Tuesday, April 21, 2009
REVIEW: Thomas Mulholland, Bulletins From Neptune
By Theodore Hoppe
Christopher L. C. E. Witcombe wrote in his essay, What is art...What is an artist, "Art can be many things and one example may look quite different from the next. But something called ‘art’ is common to all." He goes on to say, "For art to be an effective instrument of social betterment, it need(s) to be understood by as many people as possible." It is in this vein that Thomas Mulholland has created Bulletins From Neptune.
Just about everything about Bulletins from Neptune is surprising. For starters, instead of displaying his art in an art gallery, Mulholland took an unconventional approach and transformed an unoccupied store at 13 Main Street in Montpelier into his own gallery for a month.
The show itself is about bulletins and bulletin boards. A bulletin board is a place where people leave public messages to advertise things to buy or sell or announce events. It is Mr. Mulholland's idea that bulletin boards take on the unintended and accidental qualities of a collage construction. Bulletin boards as an art form, a merging of both words and visual art, draws on the work by the cubist Georges Braque in paintings such as "Pedestal Table."
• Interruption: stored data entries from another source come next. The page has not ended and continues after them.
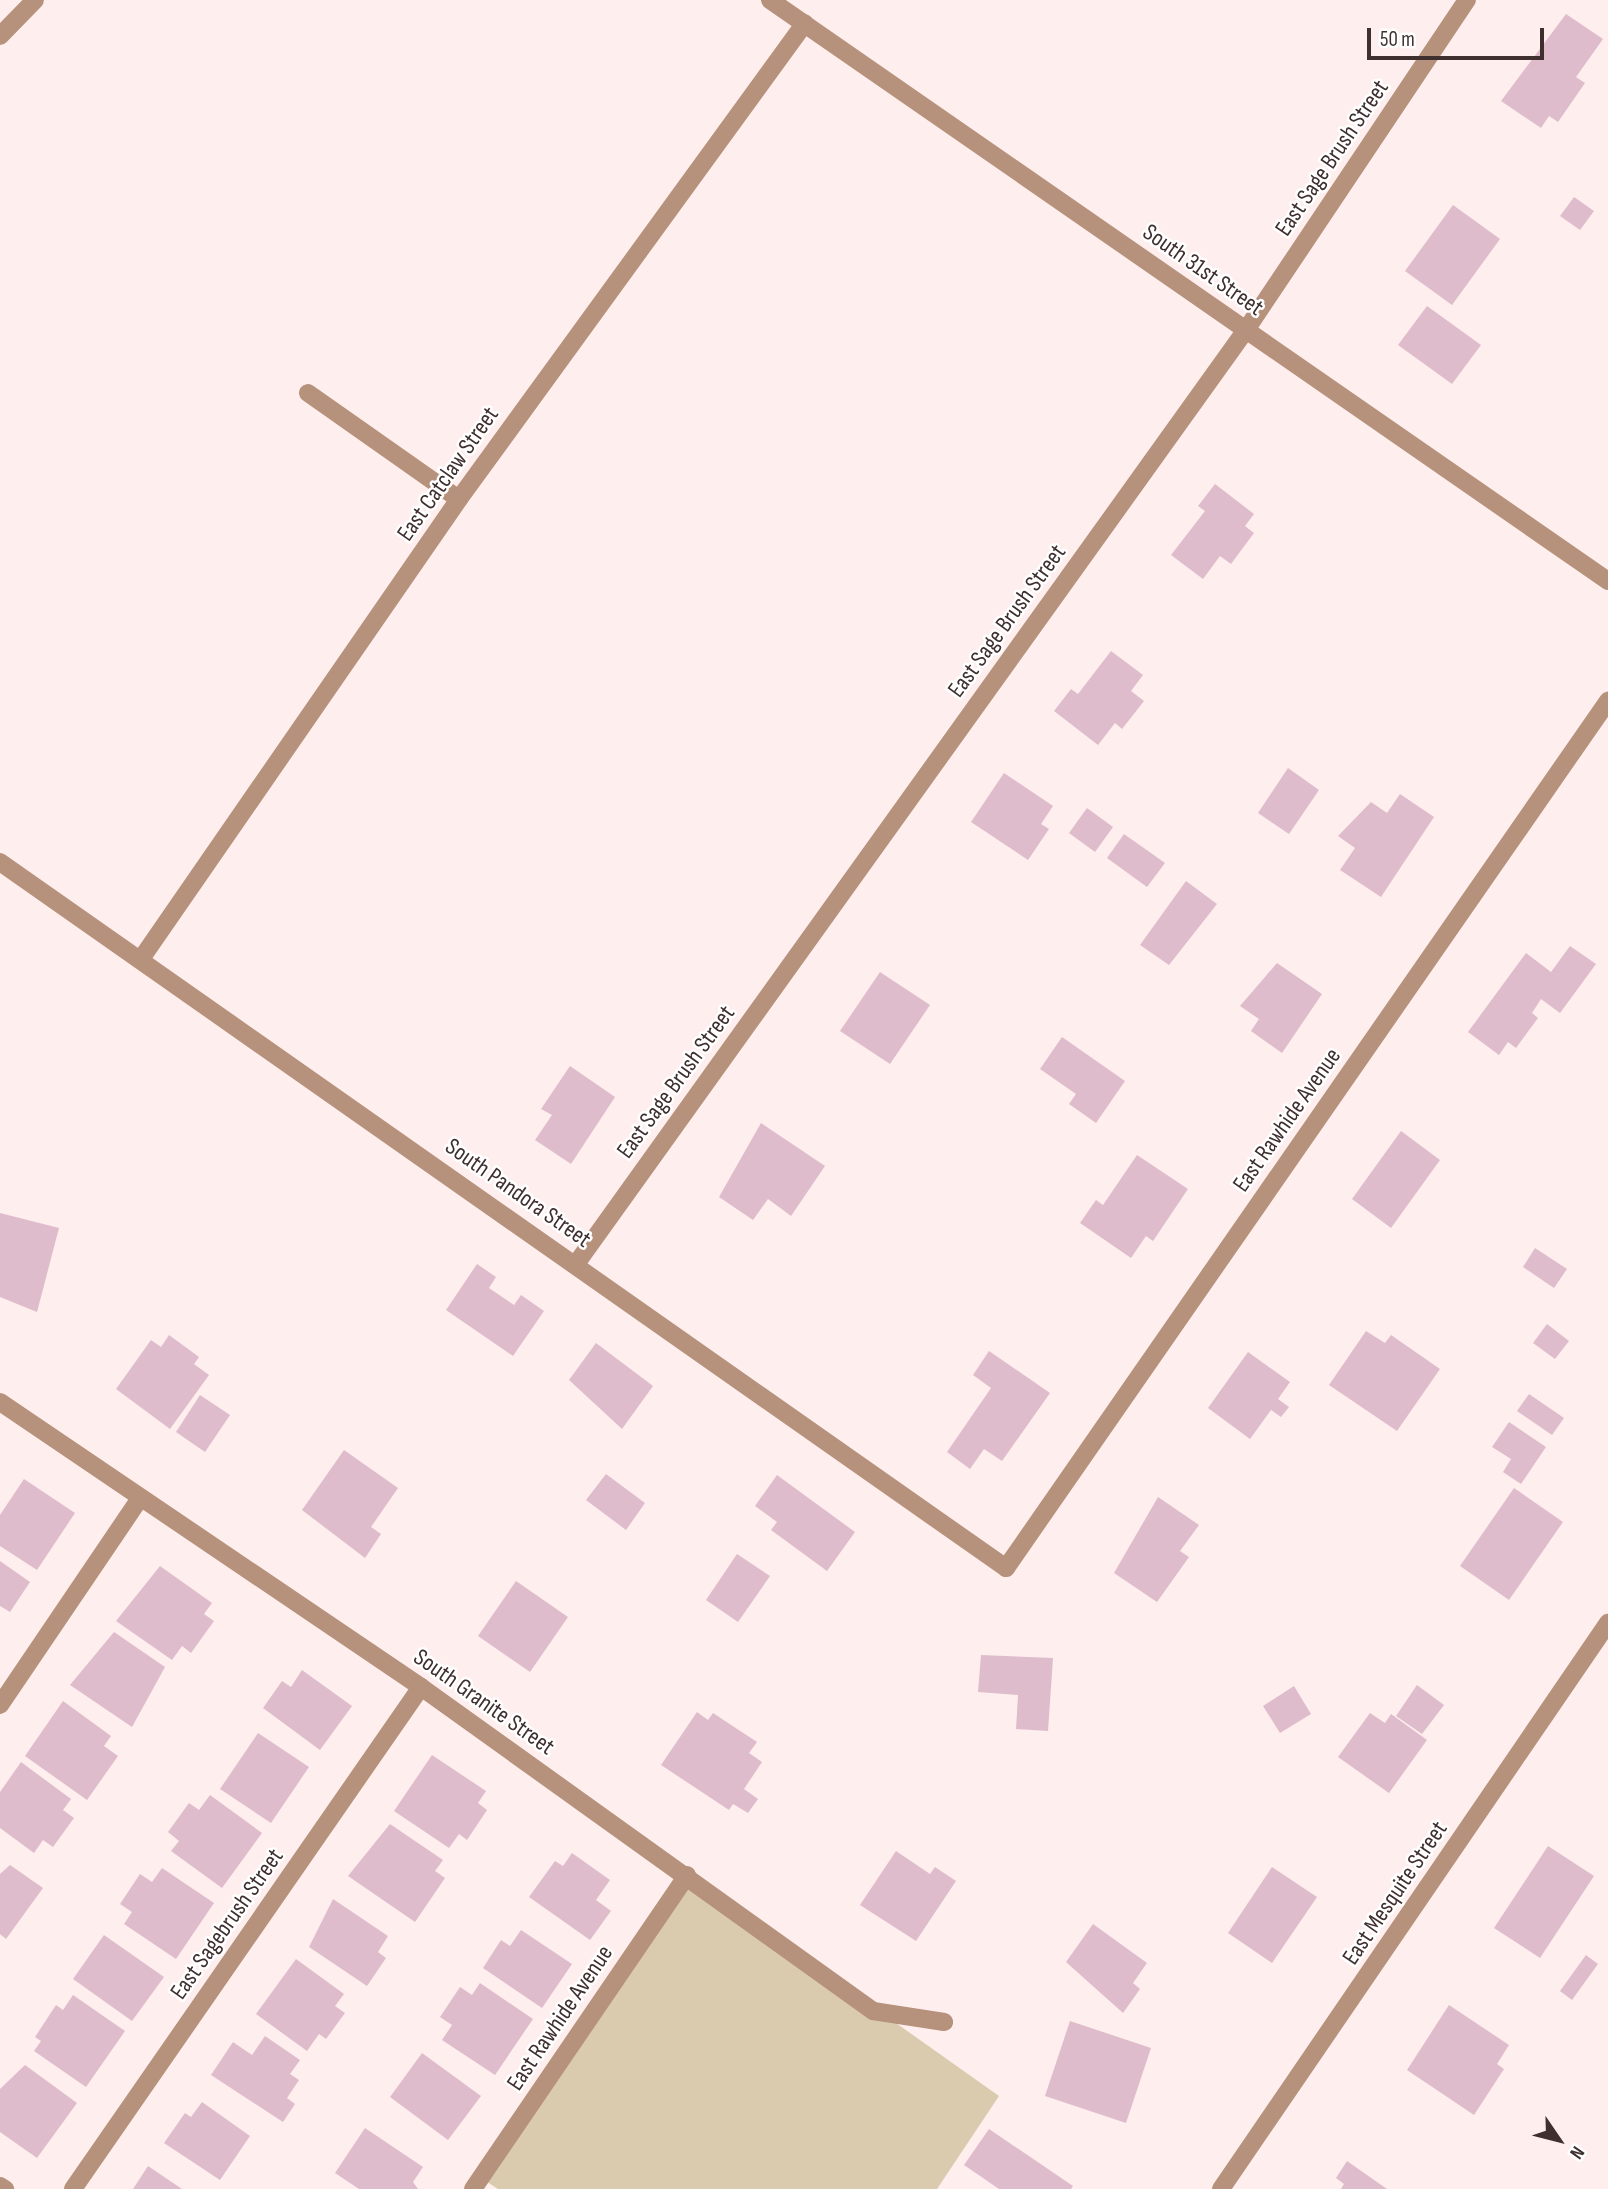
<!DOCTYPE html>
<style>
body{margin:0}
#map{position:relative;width:1608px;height:2189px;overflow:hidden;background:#feeeed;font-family:"Sofia Sans Condensed",sans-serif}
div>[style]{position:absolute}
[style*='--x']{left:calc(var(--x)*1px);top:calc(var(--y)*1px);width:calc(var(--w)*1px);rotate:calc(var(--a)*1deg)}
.green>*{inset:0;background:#dacbaf}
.building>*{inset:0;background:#dfbccc}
.minor>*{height:18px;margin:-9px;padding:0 9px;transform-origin:9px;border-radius:9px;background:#b6927d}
span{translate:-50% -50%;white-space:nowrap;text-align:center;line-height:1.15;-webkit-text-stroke:5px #fff;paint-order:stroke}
.street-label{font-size:24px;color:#3f2f2f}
.north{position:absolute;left:1524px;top:2105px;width:70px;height:70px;-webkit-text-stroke:5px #fff;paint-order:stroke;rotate:125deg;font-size:19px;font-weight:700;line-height:28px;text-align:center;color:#3f2f2f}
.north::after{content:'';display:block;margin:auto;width:24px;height:32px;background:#3f2f2f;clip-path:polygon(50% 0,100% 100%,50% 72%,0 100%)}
.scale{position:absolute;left:1367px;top:28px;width:177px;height:32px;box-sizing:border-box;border:4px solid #3f2f2f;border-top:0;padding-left:9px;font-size:21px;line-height:24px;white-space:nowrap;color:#3f2f2f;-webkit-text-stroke:5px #fff;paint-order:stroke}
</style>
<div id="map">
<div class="green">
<i style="clip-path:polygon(687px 1875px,999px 2096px,937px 2189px,498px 2189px,481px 2178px)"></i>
</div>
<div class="building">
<i style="clip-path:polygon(1566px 14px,1603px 39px,1576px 77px,1585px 83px,1558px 122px,1549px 116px,1541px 128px,1501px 101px)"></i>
<i style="clip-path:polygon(1574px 197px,1594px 211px,1580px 230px,1560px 216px)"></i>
<i style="clip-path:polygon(1453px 205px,1500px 239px,1452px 305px,1405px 271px)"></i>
<i style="clip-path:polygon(1427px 306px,1481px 345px,1452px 384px,1398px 345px)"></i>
<i style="clip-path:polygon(1215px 484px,1254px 514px,1245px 526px,1254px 533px,1231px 564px,1220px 556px,1203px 579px,1171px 555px,1205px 511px,1198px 506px)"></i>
<i style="clip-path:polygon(1111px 651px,1143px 675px,1131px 691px,1144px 701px,1122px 729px,1115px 723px,1098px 745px,1054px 711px,1071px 689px,1078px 694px)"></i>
<i style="clip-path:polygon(1288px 768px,1319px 790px,1289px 834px,1258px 813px)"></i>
<i style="clip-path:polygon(1004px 773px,1053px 806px,1041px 824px,1049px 829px,1028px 860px,971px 822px)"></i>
<i style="clip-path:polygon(1400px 794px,1434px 817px,1381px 897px,1340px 870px,1355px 848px,1338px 836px,1371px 802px,1387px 813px)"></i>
<i style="clip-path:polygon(1087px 808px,1113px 827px,1095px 852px,1069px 833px)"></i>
<i style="clip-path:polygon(1124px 834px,1165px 863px,1147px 887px,1107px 858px)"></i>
<i style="clip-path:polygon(1186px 881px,1217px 904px,1169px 965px,1140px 945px)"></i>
<i style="clip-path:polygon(1570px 946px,1596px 964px,1560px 1013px,1541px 999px,1532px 1013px,1538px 1018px,1516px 1048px,1508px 1042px,1499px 1055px,1468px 1032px,1526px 953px,1551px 972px)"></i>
<i style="clip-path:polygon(1277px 963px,1322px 994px,1282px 1053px,1251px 1031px,1259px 1019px,1240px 1006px)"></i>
<i style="clip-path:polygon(880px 972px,930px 1005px,890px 1064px,840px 1031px)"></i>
<i style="clip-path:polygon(1062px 1037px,1125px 1081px,1096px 1123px,1069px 1104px,1076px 1094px,1040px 1069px)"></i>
<i style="clip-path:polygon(570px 1066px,615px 1097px,571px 1164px,535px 1140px,552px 1115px,541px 1109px)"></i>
<i style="clip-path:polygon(761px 1123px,825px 1166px,791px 1216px,768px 1199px,753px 1220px,719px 1197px)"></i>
<i style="clip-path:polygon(1401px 1131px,1440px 1160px,1391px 1228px,1352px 1199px)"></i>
<i style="clip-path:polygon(1137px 1155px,1188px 1189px,1153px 1241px,1146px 1236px,1131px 1258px,1080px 1223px,1096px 1200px,1103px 1205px)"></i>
<i style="clip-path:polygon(0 1213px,59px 1228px,37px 1312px,0 1297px)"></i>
<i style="clip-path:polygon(1535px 1248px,1567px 1269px,1554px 1288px,1523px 1267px)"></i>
<i style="clip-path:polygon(477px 1264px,496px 1277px,489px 1288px,514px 1305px,521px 1295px,544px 1311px,513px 1356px,446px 1310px)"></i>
<i style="clip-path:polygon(1547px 1324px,1569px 1341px,1555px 1359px,1533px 1343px)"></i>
<i style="clip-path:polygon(1366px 1331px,1385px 1343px,1391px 1335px,1440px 1369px,1397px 1431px,1329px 1385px)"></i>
<i style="clip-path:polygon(169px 1335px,199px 1357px,194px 1364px,209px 1375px,170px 1429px,116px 1389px,151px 1340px,161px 1347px)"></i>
<i style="clip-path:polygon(596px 1343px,653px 1386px,622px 1429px,569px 1380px)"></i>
<i style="clip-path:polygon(989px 1351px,1050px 1393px,1002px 1461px,984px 1449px,970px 1469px,947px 1452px,991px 1388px,973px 1375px)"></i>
<i style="clip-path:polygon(1248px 1352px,1290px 1382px,1278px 1399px,1289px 1407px,1281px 1417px,1271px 1410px,1250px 1439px,1208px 1408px)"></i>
<i style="clip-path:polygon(1529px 1394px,1564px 1418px,1552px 1435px,1517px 1411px)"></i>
<i style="clip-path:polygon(200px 1395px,230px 1415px,205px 1452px,176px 1432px)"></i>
<i style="clip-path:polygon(1509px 1422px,1546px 1447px,1521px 1484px,1503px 1472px,1511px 1459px,1492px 1447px)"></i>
<i style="clip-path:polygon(344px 1450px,398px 1488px,371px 1527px,381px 1534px,365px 1558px,302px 1510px)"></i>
<i style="clip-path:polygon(606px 1474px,645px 1503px,626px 1530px,586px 1500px)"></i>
<i style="clip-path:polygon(777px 1475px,855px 1532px,827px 1571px,771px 1530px,777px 1522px,755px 1506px)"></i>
<i style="clip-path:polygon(24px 1479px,75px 1513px,37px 1570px,0 1546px,0 1515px)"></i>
<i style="clip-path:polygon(1514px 1488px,1563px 1522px,1509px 1600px,1460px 1566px)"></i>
<i style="clip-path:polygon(1158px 1497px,1199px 1525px,1180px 1551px,1189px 1557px,1157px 1602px,1114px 1573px)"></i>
<i style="clip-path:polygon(737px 1554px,770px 1576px,738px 1622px,706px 1600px)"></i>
<i style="clip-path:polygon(0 1561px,30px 1582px,10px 1612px,0 1606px)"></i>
<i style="clip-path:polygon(160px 1566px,212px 1603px,204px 1614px,214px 1621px,191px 1653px,182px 1646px,172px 1660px,116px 1621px)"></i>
<i style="clip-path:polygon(516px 1581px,568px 1617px,530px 1672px,478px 1636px)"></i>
<i style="clip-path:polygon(114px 1632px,165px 1667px,132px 1727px,70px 1685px)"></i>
<i style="clip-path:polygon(981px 1655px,1053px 1658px,1048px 1731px,1016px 1729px,1018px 1695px,978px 1692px)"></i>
<i style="clip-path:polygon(302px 1670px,352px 1706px,320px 1750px,263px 1708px,282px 1681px,291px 1687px)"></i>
<i style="clip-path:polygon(1417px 1685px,1444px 1705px,1422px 1734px,1396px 1716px)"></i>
<i style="clip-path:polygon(1294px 1686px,1311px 1714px,1280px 1733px,1263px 1706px)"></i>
<i style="clip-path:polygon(63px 1701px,111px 1736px,104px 1746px,118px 1756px,87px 1800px,25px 1756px)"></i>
<i style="clip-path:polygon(697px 1712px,708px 1720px,713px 1713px,757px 1742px,749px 1753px,762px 1762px,744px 1789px,758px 1799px,748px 1813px,733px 1804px,729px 1810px,661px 1765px)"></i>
<i style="clip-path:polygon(1370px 1713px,1385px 1723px,1391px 1714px,1427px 1740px,1389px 1793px,1338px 1757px)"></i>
<i style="clip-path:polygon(258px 1733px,309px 1767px,271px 1823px,220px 1789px)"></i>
<i style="clip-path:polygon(432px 1755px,486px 1791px,478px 1803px,487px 1810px,467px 1840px,459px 1834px,449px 1848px,394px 1811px)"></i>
<i style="clip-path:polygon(21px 1762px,71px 1799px,63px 1810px,74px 1818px,53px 1847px,43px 1840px,34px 1853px,0 1828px,0 1792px)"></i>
<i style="clip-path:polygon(210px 1795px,262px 1833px,222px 1888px,171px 1851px,179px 1841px,168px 1832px,189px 1803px,199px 1810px)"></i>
<i style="clip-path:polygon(390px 1824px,443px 1860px,435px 1871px,445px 1878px,415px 1922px,348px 1876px)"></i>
<i style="clip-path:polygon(1548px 1846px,1594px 1876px,1540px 1958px,1494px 1928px)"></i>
<i style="clip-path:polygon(896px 1851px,930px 1874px,935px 1867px,956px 1881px,916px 1941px,860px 1905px)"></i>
<i style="clip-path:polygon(572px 1853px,610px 1880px,596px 1900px,611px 1911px,590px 1940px,529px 1897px,555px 1861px,563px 1866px)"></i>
<i style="clip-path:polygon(10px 1865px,43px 1888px,6px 1939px,0 1934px,0 1874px)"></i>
<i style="clip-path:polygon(1272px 1867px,1317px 1897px,1272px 1963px,1228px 1933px)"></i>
<i style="clip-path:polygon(162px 1868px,214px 1903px,176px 1959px,124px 1924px,132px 1912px,120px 1904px,140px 1874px,152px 1882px)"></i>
<i style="clip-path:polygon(333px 1899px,388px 1936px,378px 1952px,386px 1958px,367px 1986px,309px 1947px)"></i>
<i style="clip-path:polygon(1093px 1924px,1147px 1963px,1133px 1983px,1140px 1989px,1123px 2013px,1066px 1962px)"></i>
<i style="clip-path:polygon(521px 1930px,572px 1964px,542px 2008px,483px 1968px,501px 1940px,510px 1946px)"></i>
<i style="clip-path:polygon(104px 1935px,164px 1977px,132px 2021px,73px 1979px)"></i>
<i style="clip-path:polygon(1586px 1955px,1598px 1964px,1572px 2000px,1560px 1991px)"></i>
<i style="clip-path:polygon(296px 1959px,344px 1994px,335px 2006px,345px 2013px,326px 2039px,319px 2034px,307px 2051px,256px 2014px)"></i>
<i style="clip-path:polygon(480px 1983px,533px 2019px,495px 2075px,442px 2040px,452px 2025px,440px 2017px,460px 1987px,472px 1995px)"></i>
<i style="clip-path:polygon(73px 1995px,125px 2031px,86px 2087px,34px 2051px,41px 2041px,35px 2037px,56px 2005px,63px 2010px)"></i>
<i style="clip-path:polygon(1449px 2005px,1509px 2045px,1497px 2064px,1504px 2069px,1474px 2115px,1407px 2070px)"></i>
<i style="clip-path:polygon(1070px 2021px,1151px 2048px,1126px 2123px,1045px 2096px)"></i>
<i style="clip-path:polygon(265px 2036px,300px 2060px,290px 2074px,299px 2080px,287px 2098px,295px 2104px,283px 2122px,211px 2075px,233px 2042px,252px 2055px)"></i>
<i style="clip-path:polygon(422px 2053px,481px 2096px,448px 2140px,390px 2097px)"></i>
<i style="clip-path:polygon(25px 2065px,77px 2103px,37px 2158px,0 2132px,0 2089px)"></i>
<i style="clip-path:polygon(202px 2102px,250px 2136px,220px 2180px,164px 2143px,185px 2113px,191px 2117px)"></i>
<i style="clip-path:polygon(365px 2128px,423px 2167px,413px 2182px,418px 2189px,359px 2189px,335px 2173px)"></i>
<i style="clip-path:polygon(989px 2129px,1073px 2186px,1071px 2189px,999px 2189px,964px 2165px)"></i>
<i style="clip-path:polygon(1347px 2161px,1387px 2189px,1341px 2189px,1344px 2184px,1336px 2178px)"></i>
<i style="clip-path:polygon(148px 2166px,182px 2189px,133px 2189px)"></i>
</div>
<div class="minor">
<i style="--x:770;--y:0;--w:1020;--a:34.73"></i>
<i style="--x:0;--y:36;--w:50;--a:-45.8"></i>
<i style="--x:308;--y:393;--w:184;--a:35.1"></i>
<i style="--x:0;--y:862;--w:1229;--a:35.06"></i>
<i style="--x:1006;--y:1568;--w:1056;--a:-55.23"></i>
<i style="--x:141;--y:959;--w:559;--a:-55.34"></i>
<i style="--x:459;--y:499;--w:588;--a:-53.99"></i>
<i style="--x:576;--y:1264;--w:1149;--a:-54.35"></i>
<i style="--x:1246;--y:330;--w:397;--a:-56.2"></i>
<i style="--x:0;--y:1402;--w:508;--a:34.1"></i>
<i style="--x:421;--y:1687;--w:556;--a:35.63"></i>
<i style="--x:873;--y:2011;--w:72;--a:8.8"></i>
<i style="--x:0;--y:1705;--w:250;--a:-55.9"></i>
<i style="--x:0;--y:2186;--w:6;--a:31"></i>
<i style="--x:73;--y:2189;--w:611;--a:-55.27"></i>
<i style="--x:473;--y:2189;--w:380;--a:-55.7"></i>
<i style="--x:1221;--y:2189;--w:686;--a:-55.64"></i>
</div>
<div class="street-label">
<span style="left:1332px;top:158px;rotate:-56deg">East Sage Brush Street</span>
<span style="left:1203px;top:270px;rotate:35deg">South 31st Street</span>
<span style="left:448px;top:474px;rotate:-55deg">East Catclaw Street</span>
<span style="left:1007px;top:621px;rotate:-54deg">East Sage Brush Street</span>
<span style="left:676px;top:1082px;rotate:-54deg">East Sage Brush Street</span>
<span style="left:1287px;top:1120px;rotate:-55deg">East Rawhide Avenue</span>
<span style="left:518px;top:1193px;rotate:35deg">South Pandora Street</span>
<span style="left:484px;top:1702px;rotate:35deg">South Granite Street</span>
<span style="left:1395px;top:1893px;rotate:-56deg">East Mesquite Street</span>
<span style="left:227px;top:1924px;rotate:-55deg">East Sagebrush Street</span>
<span style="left:560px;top:2018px;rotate:-56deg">East Rawhide Avenue</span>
</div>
<div class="north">N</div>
<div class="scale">50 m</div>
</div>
Bulletin boards can also provide information. Teachers use them effectively to make their classrooms visually appealing and stimulating to students. It is in this way that Mulholland, as teacher and artist, chooses to display both drawings and thoughts. The walls of the store space have been filled with large cobalt blue bulletin boards surrounded with simple burnt sienna wood frames. In another surprise, half the them, the ones along the left side, are intentionally blank, creating a stark minimalist feel to the space. The spaces along the right side of the space are filled with "bulletins" collected over the past fifteen years. These drawings are about complex and perplexing notions, the quiet ecstasy of a germinating seed, a brief philosophical kiss. There are words that dance, lines that whisper. All have a simple, clean and graceful manner.
The artist has some other surprises too: Some of the blank bulletin boards will be filled in as the show progresses. There is a design drawing for a granite sculpture that was proposed as a war memorial for the front of Montpelier City Hall. There is a sculpture of a chair made out of copper and copper plumbing pipe. There is a piece of a tree resting on a bed of smooth stones in the store's front window, the artist's homage to a tree that lived a poetic life.
In all, there is much more here than meets the eye. Thomas Mulholland is answering the questions, "What is art...What is an artist?" in a way that is as open as Main Street.
Bulletins from Neptune will be at 13 Main St. in Montpelier until May 10, 2009. The hours are Thur.-Fri. 5-9 P.M., Sat. 3-8 P.M. & Sun. 2-6 P.M.